Much research in this area can be interpreted within Bartlett's (1932) theory (see Chapter 12). According to Bartlett, retrieval involves a process of reconstruction, in which all of the available information about an event is used to reconstruct the details of that event on the basis of "what must have been true". On that account, new information relevant to a previously experienced event can affect recollection of that event by providing a different basis for reconstruction. Such reconstructive processes may be involved in eyewitness studies on post-event information.

In sum, most of the distorting effects of misleading post-event probably reflect real effects on memory. These effects may involve difficulties of gaining access to the original memory (e.g., because of interference) as was proposed by Loftus (1992), or they may depend on source misattribution. Many distortions may well occur as a consequence of the reconstructive processes emphasised by Bartlett (1932).

An important limitation of most research is its focus on memory for peripheral details of events (e.g., presence or absence of broken glass). As Fruzzetti et al. (1992) pointed out, it is harder to use post-event information to distort witnesses' memory for key details (e.g., the murder weapon) than for minor details.

Eyewitness identification

Eyewitness identification from identification parades or line-ups is often very fallible (see Wells, 1993, for a review). Shapiro and Penrod (1986) argued that eyewitness identification studies typically produce inferior memory performance to more traditional face recognition studies. One key difference is that the same stimuli (e.g., photographs) are used at acquisition and at test in traditional studies of face recognition, whereas the facial appearance of someone may differ substantially between a staged incident and the subsequent identification parade.

One factor influencing the likelihood of an incorrect identification is the functional size of the line-up. This is the number of people in the line-up matching the eyewitness's description of the culprit. If, for example, the eyewitness recalled only that the culprit was a man, then the functional size of a line-up consisting of three men and two women would be three rather than five. When the actual culprit is absent, low functional size of line-up is associated with a greater probability of mistaken identification (Lindsay & Wells, 1980).

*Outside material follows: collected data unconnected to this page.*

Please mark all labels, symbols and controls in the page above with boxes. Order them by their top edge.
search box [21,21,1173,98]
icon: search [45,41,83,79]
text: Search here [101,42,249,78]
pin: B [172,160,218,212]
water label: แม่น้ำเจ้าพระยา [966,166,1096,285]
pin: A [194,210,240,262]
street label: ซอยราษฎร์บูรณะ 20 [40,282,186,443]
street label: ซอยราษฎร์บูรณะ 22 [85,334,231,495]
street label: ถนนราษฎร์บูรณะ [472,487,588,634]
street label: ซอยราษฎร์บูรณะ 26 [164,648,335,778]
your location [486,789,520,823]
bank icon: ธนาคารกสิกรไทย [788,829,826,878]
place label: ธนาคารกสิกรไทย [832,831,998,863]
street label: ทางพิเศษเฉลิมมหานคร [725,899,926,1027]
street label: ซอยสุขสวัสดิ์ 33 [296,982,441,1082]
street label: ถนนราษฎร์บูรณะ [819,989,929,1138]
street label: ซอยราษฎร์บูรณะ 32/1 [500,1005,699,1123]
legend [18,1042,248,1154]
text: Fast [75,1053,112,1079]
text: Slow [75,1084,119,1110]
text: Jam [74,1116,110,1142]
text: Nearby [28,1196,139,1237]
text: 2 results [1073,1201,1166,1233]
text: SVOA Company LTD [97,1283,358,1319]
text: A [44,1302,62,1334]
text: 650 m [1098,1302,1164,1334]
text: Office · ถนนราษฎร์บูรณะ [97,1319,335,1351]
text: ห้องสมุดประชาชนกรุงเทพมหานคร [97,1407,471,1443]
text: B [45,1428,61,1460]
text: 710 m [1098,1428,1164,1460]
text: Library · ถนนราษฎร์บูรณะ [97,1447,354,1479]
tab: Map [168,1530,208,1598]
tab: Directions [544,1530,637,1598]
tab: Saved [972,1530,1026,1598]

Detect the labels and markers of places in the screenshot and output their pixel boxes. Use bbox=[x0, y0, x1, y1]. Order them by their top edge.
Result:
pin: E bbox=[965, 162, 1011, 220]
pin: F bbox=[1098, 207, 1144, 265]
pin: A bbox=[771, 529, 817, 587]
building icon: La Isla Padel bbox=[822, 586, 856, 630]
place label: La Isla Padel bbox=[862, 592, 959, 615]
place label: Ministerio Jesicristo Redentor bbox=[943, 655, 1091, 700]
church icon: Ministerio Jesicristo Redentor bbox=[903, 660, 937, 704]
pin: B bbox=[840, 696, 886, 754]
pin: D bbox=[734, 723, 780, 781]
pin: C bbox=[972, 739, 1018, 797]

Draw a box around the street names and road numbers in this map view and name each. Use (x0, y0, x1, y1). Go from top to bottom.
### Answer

The probability of mistaken identification is also influenced by whether or not the eyewitness is warned that the culprit may not be in the line-up (Wells, 1993). This is probably especially important with real-life line-ups, because eyewitnesses may feel the police would not have set up an identification parade unless they were fairly certain the actual culprit was present.

Wells (1993, p. 560) argued that a small functional line-up and lack of warning that the culprit may be absent produce mistaken identifications because eyewitnesses tend to use relative judgements: "The eyewitness chooses the line-up member who most resembles the culprit relative to the other members of the line-up." How can we reduce eyewitnesses' reliance on the relative judgement strategy? One approach is sequential line-ups, in which members of the line-up or identification parade are presented one at a time. Sequential line-ups reduce the effects of functional size and failure to warn of possible culprit absence on mistaken identification (Lindsay et al., 1991).

Other factors in eyewitness testimony

There has been much research on eyewitness testimony. Those factors that deserve special mention are those that are regarded by eyewitness experts as generally reliable and valid, and which do not correspond to common sense. Kassin, Ellsworth, and Smith (1989) compiled a list of such factors (with percentages of experts believing each statement to be commonsensical in brackets):

• An eyewitness's confidence is not a good predictor of his or her identification accuracy (3%).

• Eyewitnesses tend to overestimate the duration of events (5%).

• Eyewitness testimony about an event often reflects not only what the eyewitness actually saw but information they obtained later on (7.5%).

• There is a conventional forgetting curve for eyewitness memories (24%).

• An eyewitness's testimony about an event can be affected by how the questions are worded (27%).

• The use of a one-person line-up increases the risk of misidentification (29%).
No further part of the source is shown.